**Your task**
Identify every line in the records below that contains the word "column", and reproduce each one.

**Records provided**
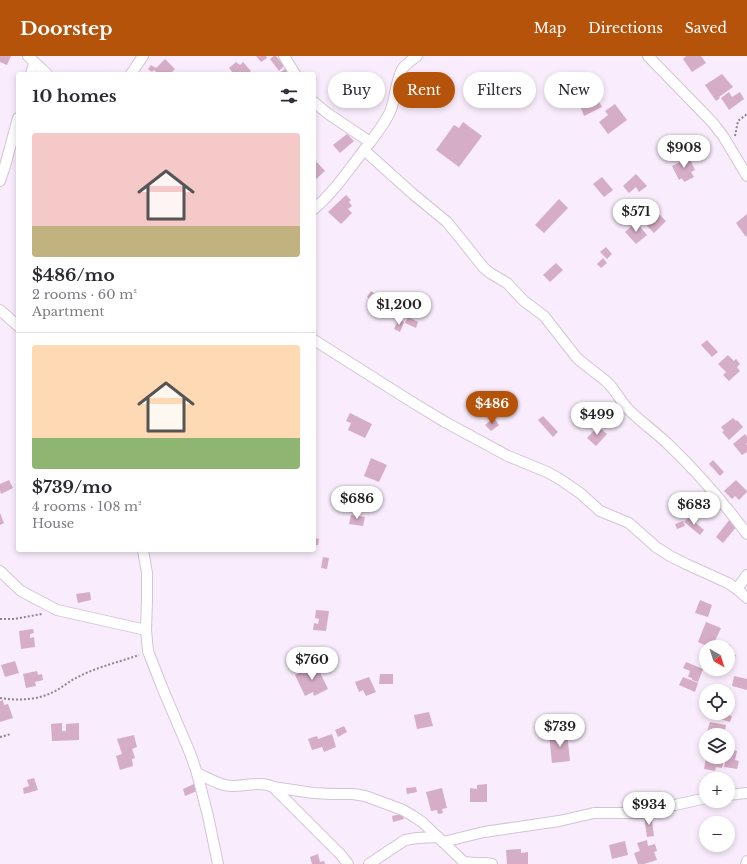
<!DOCTYPE html>
<meta charset="utf-8">
<style>
:root{--surface:#fff;--page:#f2f2f3;--text:#2b2b33;--muted:#7c7c81;--line:#e1e1e2;--accent:#b45309}
body{margin:0;font-family:"Libre Baskerville",serif;background:var(--page);color:var(--text);height:100vh;display:flex;flex-direction:column;font-size:15px;white-space:nowrap}
*{box-sizing:border-box;margin:0}
p{font-size:13px;color:var(--muted)}
.icon{flex:none;width:22px;height:22px;fill:none;stroke:currentColor;stroke-width:2;stroke-linecap:round;stroke-linejoin:round}
.map{position:relative;flex:1;overflow:hidden}
.drawer{position:absolute;left:16px;top:16px;width:300px;height:480px;display:flex;flex-direction:column;background:var(--surface);border-radius:4px;box-shadow:0 2px 6px #0003}
.drawer>*{flex:none}
.banner{position:absolute;left:328px;top:16px;width:359px;height:36px;display:flex;gap:8px}
.needle{width:26px;rotate:141deg}
.buttons{position:absolute;left:699px;top:584px;display:grid;gap:8px}
.buttons a{display:grid;place-items:center;width:36px;height:36px;border-radius:50%;background:var(--surface);box-shadow:0 2px 6px #0003;font-size:20px}
.price{position:absolute;translate:-50% -34px;padding:0 9px;border-radius:14px;background:#fff;color:#222;font-size:13px;line-height:26px;filter:drop-shadow(0 1px 2px #0008)}
.price::after{content:'';position:absolute;left:50%;top:24px;width:12px;height:9px;margin-left:-6px;background:inherit;clip-path:polygon(0 0,100% 0,50% 100%)}
.price.selected{background:var(--accent);color:#fff}
ul{padding:0;list-style:none}
li{display:grid;align-content:center;gap:8px;height:212px;padding:0 16px}
li+li{border-top:1px solid var(--line)}
li span{display:grid;place-items:center;height:124px;border-radius:4px;color:#555}
li>.icon{margin-inline-start:auto}
span .icon{width:72px;height:72px;fill:#fffc;stroke-width:1}
li b{font-size:17px}
h2{display:flex;justify-content:space-between;align-items:center;height:48px;padding:0 16px;font-size:17px}
.tag{padding:0 14px;border-radius:18px;background:var(--surface);box-shadow:0 2px 6px #0003;font-size:14px;line-height:36px}
.tag.selected{background:var(--accent);color:#fff}
header{display:flex;align-items:center;gap:24px;box-sizing:border-box;height:56px;padding:0 20px;background:var(--accent);color:#fff}
header strong{font-size:19px}
nav{display:flex;gap:22px;margin-inline-start:auto;font-size:14px}
.map>svg:first-child{display:block}
.building{fill:#d6adc6}
.lines{fill:none;stroke-linecap:round;stroke-linejoin:round}
.street-casing{stroke:#d3c4d7;stroke-width:12}
.path{stroke:#8e8591;stroke-width:2;stroke-dasharray:2 2;stroke-linecap:butt}
.street{stroke:#fff;stroke-width:10}
</style>
<header>
<strong>Doorstep</strong>
<nav><a>Map</a><a>Directions</a><a>Saved</a></nav>
</header>
<div class="map">
<svg width="747" height="808" viewBox="0 0 747 808">
<rect width="100%" height="100%" fill="#f9ecfc"/>
<g class="building">
<polygon points="0,0 11,0 7,9 0,6"/>
<polygon points="256,0 266,0 267,2 261,6"/>
<polygon points="274,0 276,0 284,10 279,15 270,3"/>
<polygon points="686,0 701,0 706,7 692,16 683,3"/>
<polygon points="165,3 175,13 170,18 158,18 154,14 152,16 148,13 151,9 156,12"/>
<polygon points="236,6 240,9 243,6 251,15 248,18 237,18 235,16 233,17 229,12"/>
<polygon points="285,13 289,18 280,18 279,17"/>
<polygon points="722,18 733,31 719,41 720,42 716,45 705,29"/>
<polygon points="729,36 732,41 740,36 744,43 729,54 721,42"/>
<polygon points="598,44 602,51 584,60 581,52"/>
<polygon points="615,48 627,64 608,78 599,66 608,59 605,55"/>
<polygon points="463,66 482,80 459,111 436,94 454,69 459,72"/>
<polygon points="347,78 354,85 340,97 333,89"/>
<polygon points="688,99 695,114 691,116 694,121 684,126 682,122 679,124 672,110 680,106 679,104"/>
<polygon points="314,103 325,115 315,124 314,122"/>
<polygon points="636,118 647,130 639,136 636,131 629,137 623,130"/>
<polygon points="602,121 613,134 604,141 593,128"/>
<polygon points="346,139 351,144 349,146 352,150 348,153 352,157 341,168 328,156"/>
<polygon points="559,143 568,152 544,177 535,169"/>
<polygon points="653,152 666,165 654,177 647,170 649,167 644,162"/>
<polygon points="747,158 747,180 746,181 736,167"/>
<polygon points="636,166 647,179 636,188 625,176"/>
<polygon points="606,191 612,198 607,203 600,196"/>
<polygon points="603,202 607,207 601,212 597,208"/>
<polygon points="556,207 563,214 550,226 543,219"/>
<polygon points="371,235 380,242 376,248 367,241"/>
<polygon points="408,261 418,266 416,272 405,267"/>
<polygon points="398,264 404,266 400,276 394,273"/>
<polygon points="707,284 718,296 712,301 701,289"/>
<polygon points="728,299 734,305 736,303 740,308 737,311 740,315 729,325 723,319 726,316 718,308"/>
<polygon points="350,357 372,368 365,382 348,374 351,367 346,365"/>
<polygon points="543,360 558,376 553,381 538,364"/>
<polygon points="494,362 499,369 491,375 485,369"/>
<polygon points="733,362 736,365 737,364 743,371 729,384 722,376 724,375 721,371"/>
<polygon points="598,370 607,378 596,390 587,382"/>
<polygon points="745,378 747,381 747,387 746,388 747,389 747,396 742,399 733,388"/>
<polygon points="371,402 387,409 379,426 364,420"/>
<polygon points="713,404 724,416 720,420 709,408"/>
<polygon points="9,424 13,432 1,438 0,435 0,428"/>
<polygon points="736,424 747,435 747,436 739,444 735,440 732,443 724,435"/>
<polygon points="0,457 4,467 0,469"/>
<polygon points="351,459 365,461 363,470 349,468"/>
<polygon points="689,461 704,474 700,479 684,466"/>
<polygon points="730,463 737,470 723,487 716,481"/>
<polygon points="683,465 685,470 677,473 675,468"/>
<polygon points="314,482 319,483 318,489 314,489"/>
<polygon points="323,501 329,502 327,513 321,512"/>
<polygon points="90,536 91,544 78,547 76,538"/>
<polygon points="700,544 712,549 708,561 695,557"/>
<polygon points="316,554 329,555 326,575 313,574 314,567 318,568 319,563 315,562"/>
<polygon points="706,566 721,572 714,587 711,586 709,591 698,586"/>
<polygon points="33,573 34,577 30,578 30,582 34,581 35,591 21,593 19,575"/>
<polygon points="723,587 731,589 728,596 728,591 722,591"/>
<polygon points="731,598 736,599 734,603 730,602"/>
<polygon points="15,605 19,617 5,621 1,609"/>
<polygon points="686,606 703,613 698,626 692,624 692,622 688,621 690,615 683,612"/>
<polygon points="316,608 328,633 314,640 313,636 305,640 295,619"/>
<polygon points="37,615 38,619 42,618 43,624 35,626 36,630 26,632 23,618"/>
<polygon points="380,618 393,618 393,628 379,628"/>
<polygon points="734,620 747,623 747,634 732,630"/>
<polygon points="369,621 376,636 366,640 363,634 359,636 355,626"/>
<polygon points="683,621 698,627 695,636 679,629"/>
<polygon points="3,644 4,649 8,648 13,662 0,666 0,645"/>
<polygon points="728,649 731,650 728,659 732,660 730,666 717,662 719,657 728,657"/>
<polygon points="429,656 433,670 417,673 414,659"/>
<polygon points="710,666 726,669 724,679 706,679"/>
<polygon points="62,667 62,675 66,675 66,668 79,667 79,684 52,685 51,668"/>
<polygon points="344,670 347,676 338,681 335,674"/>
<polygon points="567,676 570,705 552,707 549,678"/>
<polygon points="332,678 336,691 324,696 322,691 312,694 308,683 317,680 318,683"/>
<polygon points="134,679 137,691 132,693 135,702 132,703 133,710 120,714 116,700 122,698 117,683"/>
<polygon points="728,693 737,695 735,704 739,705 737,713 724,711 726,701 728,701"/>
<polygon points="706,701 724,703 722,712 716,711 715,715 704,713"/>
<polygon points="34,722 38,734 24,738 23,732 29,730 27,724"/>
<polygon points="194,728 197,735 185,740 183,733"/>
<polygon points="487,728 487,746 470,746 470,732 477,733 477,729"/>
<polygon points="416,731 417,736 407,738 406,732"/>
<polygon points="442,732 447,752 442,753 443,757 438,758 437,754 431,755 426,736"/>
<polygon points="402,758 404,763 393,766 392,760"/>
<polygon points="651,759 654,780 647,781 644,760"/>
<polygon points="647,784 648,790 655,788 657,795 654,796 657,804 644,808 638,808 634,797 640,795 637,787"/>
<polygon points="625,785 628,799 612,803 609,789"/>
<polygon points="521,793 521,797 528,796 528,808 507,808 506,794"/>
<polygon points="318,798 320,806 324,805 325,808 312,808 310,801"/>
</g>
<g class="lines">
<defs>
<g id="street">
<polyline points="28,0 47,18"/>
<polyline points="284,0 295,18"/>
<polyline points="648,0 713,67 723,80 747,120"/>
<polyline points="31,18 34,7"/>
<polyline points="131,18 143,0"/>
<polyline points="314,46 327,57 370,86"/>
<path d="M364 94 413 138 447 166 484 212 490 217 507 227 524 245 544 260 577 302C587 311 598 318 608 327 616 335 621 346 629 354 642 367 657 377 670 390 698 417 724 447 747 478"/>
<polyline points="0,125 5,110 18,62"/>
<path d="M314 153C332 138 344 120 358 102 369 87 382 73 390 56 396 43 395 24 403 12 407 7 412 4 417 0"/>
<polyline points="0,254 18,270"/>
<polyline points="314,284 412,346 445,366 508,400 547,416 558,422 580,437 600,455 629,467 656,491 670,500 686,508 728,527 737,533 747,542"/>
<polyline points="143,494 147,517 147,544 146,574 148,595 162,631 190,697 197,717 208,760 218,808"/>
<polyline points="0,515 21,535 57,554 146,574"/>
<polyline points="737,533 747,519"/>
<path d="M197 717C208 722 220 730 232 730 246 730 261 725 273 731L341 799 348 808"/>
<polyline points="273,731 313,737 332,738 353,738 365,740 403,754 413,760 422,766 464,806 475,807 486,807 492,808"/>
<polyline points="728,739 747,737"/>
<polyline points="443,786 484,776 559,765 594,757 644,757 675,749 706,742"/>
<polyline points="369,808 405,784 417,782 438,781"/>
<polyline points="746,808 747,805"/>
</g>
</defs>
<use href="#street" class="street-casing"/>
<g class="path">
<polyline points="735,80 738,65 747,58"/>
<polyline points="0,563 14,563 42,558"/>
<path d="M0 642C20 645 40 644 57 634 64 630 71 624 78 621 97 611 119 606 139 599"/>
<polyline points="0,681 11,678"/>
</g>
<use href="#street" class="street"/>
</g>
</svg>
<div class="buttons">
<a><svg class="needle" viewBox="-14 -14 28 28"><path d="M0-13l5 13h-10z" fill="#e53935"/><path d="M0 13l5-13h-10z" fill="#7c7c81"/></svg></a>
<a><svg class="icon" aria-label="locate" viewBox="0 0 24 24"><circle cx="12" cy="12" r="6"/><path d="M12 2v4M12 18v4M2 12h4M18 12h4"/></svg></a>
<a><svg class="icon" aria-label="layers" viewBox="0 0 24 24"><path d="M12 4l9 5-9 5-9-5zM3 14l9 5 9-5"/></svg></a>
<a>+</a>
<a>−</a>
</div>
<b class="price" style="left:684px;top:113px">$908</b>
<b class="price" style="left:636px;top:177px">$571</b>
<b class="price" style="left:399px;top:270px">$1,200</b>
<b class="price selected" style="left:492px;top:369px">$486</b>
<b class="price" style="left:597px;top:380px">$499</b>
<b class="price" style="left:357px;top:464px">$686</b>
<b class="price" style="left:694px;top:470px">$683</b>
<b class="price" style="left:312px;top:625px">$760</b>
<b class="price" style="left:560px;top:692px">$739</b>
<b class="price" style="left:649px;top:770px">$934</b>
<div class="banner">
<a class="tag">Buy</a>
<a class="tag selected">Rent</a>
<a class="tag">Filters</a>
<a class="tag">New</a>
</div>
<section class="drawer">
<h2>10 homes<svg class="icon" aria-label="filters" viewBox="0 0 24 24"><path d="M4 7h16M4 17h16"/><circle cx="9" cy="7" r="2"/><circle cx="15" cy="17" r="2"/></svg></h2>
<ul>
<li><span style="background:linear-gradient(#f6c9c9 75%,#c2b280 0)"><svg class="icon" aria-label="home" viewBox="0 0 24 24"><path d="M3 11l9-7 9 7M6 9v11h12V9"/></svg></span><div><b>$486/mo</b><p>2 rooms · 60 m²</p><p>Apartment</p></div></li>
<li><span style="background:linear-gradient(#ffd9b3 75%,#8fb573 0)"><svg class="icon" aria-label="home" viewBox="0 0 24 24"><path d="M3 11l9-7 9 7M6 9v11h12V9"/></svg></span><div><b>$739/mo</b><p>4 rooms · 108 m²</p><p>House</p></div></li>
</ul>
</section>
</div>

**Solution below**
body{margin:0;font-family:"Libre Baskerville",serif;background:var(--page);color:var(--text);height:100vh;display:flex;flex-direction:column;font-size:15px;white-space:nowrap}
.drawer{position:absolute;left:16px;top:16px;width:300px;height:480px;display:flex;flex-direction:column;background:var(--surface);border-radius:4px;box-shadow:0 2px 6px #0003}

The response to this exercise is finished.